A home draw against the Ox’s former club, Southampton in the EFL Cup might seem like a just reward after seeing off Reading so comfortably in the previous round. However, let’s not forget the Gunners needed a last-minute goal from Santi Cazorla to overcome the Saints last time around. Therefore, no one can think this will be an easy match, especially as Southampton have only lost once (to Inter Milan) since the aforementioned match.

Good news to emerge from the Reading game, included a clean sheet from Martinez in goal, who looked assured throughout and a brace from Oxlade-Chamberlain, who marauded forward with confidence. Those two performances aside, I don’t think Arsenal were amazing, although Holding was also quite impressive.

The worry is if Wenger continues to use youngsters in this competition, it could mean an early exit.
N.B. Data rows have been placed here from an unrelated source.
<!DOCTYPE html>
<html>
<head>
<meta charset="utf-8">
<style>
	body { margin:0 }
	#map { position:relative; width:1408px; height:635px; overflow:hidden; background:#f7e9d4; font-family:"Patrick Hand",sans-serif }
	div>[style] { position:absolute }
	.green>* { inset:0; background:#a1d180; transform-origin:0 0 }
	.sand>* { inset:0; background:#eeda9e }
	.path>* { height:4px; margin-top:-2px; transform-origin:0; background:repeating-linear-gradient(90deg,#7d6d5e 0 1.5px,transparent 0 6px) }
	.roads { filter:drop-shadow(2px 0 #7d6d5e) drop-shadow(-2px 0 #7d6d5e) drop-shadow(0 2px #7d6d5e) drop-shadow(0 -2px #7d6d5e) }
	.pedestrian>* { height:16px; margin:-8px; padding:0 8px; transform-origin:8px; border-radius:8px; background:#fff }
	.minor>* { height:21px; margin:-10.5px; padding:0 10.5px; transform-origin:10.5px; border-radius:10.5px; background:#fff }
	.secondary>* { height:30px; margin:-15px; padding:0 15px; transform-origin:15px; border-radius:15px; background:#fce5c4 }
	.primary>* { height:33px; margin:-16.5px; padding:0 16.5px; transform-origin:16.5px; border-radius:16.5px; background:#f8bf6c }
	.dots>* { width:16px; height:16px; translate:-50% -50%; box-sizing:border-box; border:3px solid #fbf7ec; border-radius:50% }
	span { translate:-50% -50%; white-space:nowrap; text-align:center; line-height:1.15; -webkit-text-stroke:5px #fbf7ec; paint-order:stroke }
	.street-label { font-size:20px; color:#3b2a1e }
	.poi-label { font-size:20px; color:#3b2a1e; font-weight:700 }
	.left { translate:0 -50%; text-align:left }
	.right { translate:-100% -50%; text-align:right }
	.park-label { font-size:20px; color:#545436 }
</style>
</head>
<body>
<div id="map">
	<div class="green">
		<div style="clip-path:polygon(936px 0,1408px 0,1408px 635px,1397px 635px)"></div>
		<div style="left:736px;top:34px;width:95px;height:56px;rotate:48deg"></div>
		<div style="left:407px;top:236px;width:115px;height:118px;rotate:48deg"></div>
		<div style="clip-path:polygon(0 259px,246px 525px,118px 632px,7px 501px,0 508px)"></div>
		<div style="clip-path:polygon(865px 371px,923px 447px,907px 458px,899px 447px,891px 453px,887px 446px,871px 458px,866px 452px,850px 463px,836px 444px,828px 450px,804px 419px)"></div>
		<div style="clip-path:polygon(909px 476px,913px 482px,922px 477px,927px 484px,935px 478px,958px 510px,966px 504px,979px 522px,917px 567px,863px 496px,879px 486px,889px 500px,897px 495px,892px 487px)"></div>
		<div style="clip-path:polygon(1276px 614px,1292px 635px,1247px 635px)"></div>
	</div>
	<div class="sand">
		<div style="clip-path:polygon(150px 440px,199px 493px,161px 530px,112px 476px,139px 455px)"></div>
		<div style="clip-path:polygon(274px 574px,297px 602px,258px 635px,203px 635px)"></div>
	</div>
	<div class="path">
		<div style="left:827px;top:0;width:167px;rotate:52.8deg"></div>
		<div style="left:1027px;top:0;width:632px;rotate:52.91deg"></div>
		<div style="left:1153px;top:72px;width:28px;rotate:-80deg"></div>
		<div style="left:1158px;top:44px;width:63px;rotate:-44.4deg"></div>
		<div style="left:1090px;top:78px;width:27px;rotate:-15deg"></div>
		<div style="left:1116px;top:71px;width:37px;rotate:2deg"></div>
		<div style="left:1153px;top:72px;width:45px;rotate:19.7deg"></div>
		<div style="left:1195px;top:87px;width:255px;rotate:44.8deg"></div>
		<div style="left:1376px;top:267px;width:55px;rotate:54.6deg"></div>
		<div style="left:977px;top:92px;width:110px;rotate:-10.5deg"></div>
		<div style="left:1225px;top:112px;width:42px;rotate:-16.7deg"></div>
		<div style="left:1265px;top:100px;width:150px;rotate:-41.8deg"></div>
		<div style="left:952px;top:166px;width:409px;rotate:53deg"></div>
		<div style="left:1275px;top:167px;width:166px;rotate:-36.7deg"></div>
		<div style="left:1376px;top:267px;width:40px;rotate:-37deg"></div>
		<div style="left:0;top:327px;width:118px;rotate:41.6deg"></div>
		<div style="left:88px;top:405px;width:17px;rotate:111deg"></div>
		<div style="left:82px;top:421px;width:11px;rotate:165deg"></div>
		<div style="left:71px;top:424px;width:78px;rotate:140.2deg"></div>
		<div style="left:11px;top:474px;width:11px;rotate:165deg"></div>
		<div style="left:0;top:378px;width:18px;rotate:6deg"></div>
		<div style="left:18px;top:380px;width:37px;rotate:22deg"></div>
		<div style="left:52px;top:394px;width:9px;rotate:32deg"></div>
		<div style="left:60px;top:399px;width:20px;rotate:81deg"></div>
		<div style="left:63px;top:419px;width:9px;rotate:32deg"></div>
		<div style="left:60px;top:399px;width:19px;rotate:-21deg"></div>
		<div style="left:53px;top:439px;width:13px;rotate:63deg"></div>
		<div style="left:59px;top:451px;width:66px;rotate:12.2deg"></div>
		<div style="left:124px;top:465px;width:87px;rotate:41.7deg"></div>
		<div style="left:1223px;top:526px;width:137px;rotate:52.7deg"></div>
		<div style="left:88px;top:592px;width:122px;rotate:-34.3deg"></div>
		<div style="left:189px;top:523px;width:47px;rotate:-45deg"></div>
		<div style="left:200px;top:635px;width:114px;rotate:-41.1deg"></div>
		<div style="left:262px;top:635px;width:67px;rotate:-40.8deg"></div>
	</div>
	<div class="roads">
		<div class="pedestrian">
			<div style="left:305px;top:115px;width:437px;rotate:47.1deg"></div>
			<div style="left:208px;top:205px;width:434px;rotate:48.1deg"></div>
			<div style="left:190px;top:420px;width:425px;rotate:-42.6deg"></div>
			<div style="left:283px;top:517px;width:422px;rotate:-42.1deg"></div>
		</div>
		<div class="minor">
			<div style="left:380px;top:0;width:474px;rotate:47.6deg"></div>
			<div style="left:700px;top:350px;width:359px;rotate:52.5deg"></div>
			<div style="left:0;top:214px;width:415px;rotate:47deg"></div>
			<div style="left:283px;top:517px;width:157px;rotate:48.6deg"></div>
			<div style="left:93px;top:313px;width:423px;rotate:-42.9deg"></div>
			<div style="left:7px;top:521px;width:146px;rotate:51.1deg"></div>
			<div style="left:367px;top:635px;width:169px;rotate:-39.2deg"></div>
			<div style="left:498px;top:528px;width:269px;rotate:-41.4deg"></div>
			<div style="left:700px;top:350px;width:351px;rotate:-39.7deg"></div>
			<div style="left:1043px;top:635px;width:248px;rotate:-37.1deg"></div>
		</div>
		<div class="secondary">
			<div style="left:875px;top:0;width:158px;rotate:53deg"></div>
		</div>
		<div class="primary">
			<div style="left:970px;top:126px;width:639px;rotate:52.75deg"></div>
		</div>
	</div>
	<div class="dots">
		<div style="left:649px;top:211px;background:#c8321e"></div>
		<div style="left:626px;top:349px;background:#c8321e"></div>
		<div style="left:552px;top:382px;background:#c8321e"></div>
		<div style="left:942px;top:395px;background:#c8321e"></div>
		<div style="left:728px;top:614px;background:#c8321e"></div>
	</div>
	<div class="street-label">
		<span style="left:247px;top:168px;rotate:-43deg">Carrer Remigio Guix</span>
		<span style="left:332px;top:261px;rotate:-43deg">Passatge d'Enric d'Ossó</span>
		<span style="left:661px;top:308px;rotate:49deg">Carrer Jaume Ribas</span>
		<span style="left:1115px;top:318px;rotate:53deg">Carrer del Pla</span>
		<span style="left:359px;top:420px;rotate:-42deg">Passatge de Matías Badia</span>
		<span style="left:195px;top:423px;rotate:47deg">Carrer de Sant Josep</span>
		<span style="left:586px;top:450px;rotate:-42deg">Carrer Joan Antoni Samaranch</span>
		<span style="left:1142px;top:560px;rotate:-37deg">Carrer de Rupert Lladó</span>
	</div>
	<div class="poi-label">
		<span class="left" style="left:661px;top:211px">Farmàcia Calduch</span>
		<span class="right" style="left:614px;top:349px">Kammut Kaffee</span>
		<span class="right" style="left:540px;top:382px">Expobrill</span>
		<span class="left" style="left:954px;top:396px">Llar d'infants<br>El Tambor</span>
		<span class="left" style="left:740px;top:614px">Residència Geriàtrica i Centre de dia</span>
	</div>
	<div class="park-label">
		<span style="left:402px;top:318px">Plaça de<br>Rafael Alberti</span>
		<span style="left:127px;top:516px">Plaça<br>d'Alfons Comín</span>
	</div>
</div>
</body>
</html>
Against lower league opposition, you can get away with it, but against Southampton, I’d expect the likes of Maitland-Niles and Rene-Adelaide to come unstuck. On another note, I wonder if that was the first time that Arsenal fielded three players with double-barrelled names from the start.

Talking of barrels, Stan Kroenke was staring down a barrel (or barrage) of criticism before his fait accompli re-election at the club’s recent AGM. Although the American remains relatively unpopular with the fan base, surely that will change should Arsenal finish the season as Premier League champions. That statement does not seem particularly far-fetched when you bear in mind that the likes of Oxlade-Chamberlain cannot yet command a first-team starting berth. Without only 18 months left on his current contract, the Ox needs to be clocking up more appearances pronto, or Arsenal will have little option but to sell him in the summer before his value on the transfer market plummets.

It’s difficult to see where the Ox fits in the current line-up, although a case could be made for him replacing Santi Cazorla should the diminutive Spaniard get injured. When you throw Aaron Ramsey into the equation as well, it’s hard to justify the Ox starting. While many Arsenal fans would prefer him to Theo Walcott on the right, I can’t make a case for it. Walcott’s a better finisher, is quicker and has the benefit of more experience. That’s why I prefer him to the Ox.

The good thing about the Ox’s frustration about not being a first-team regular is, as I noted before, the fact that he’s out of the picture shows that an Arsenal title challenge is out of the realms of impossibility into the realms of probability. The big question is will the Ox play a significant part in it, or will he watch from the sidelines? As talented as he is, I’m suspecting the latter.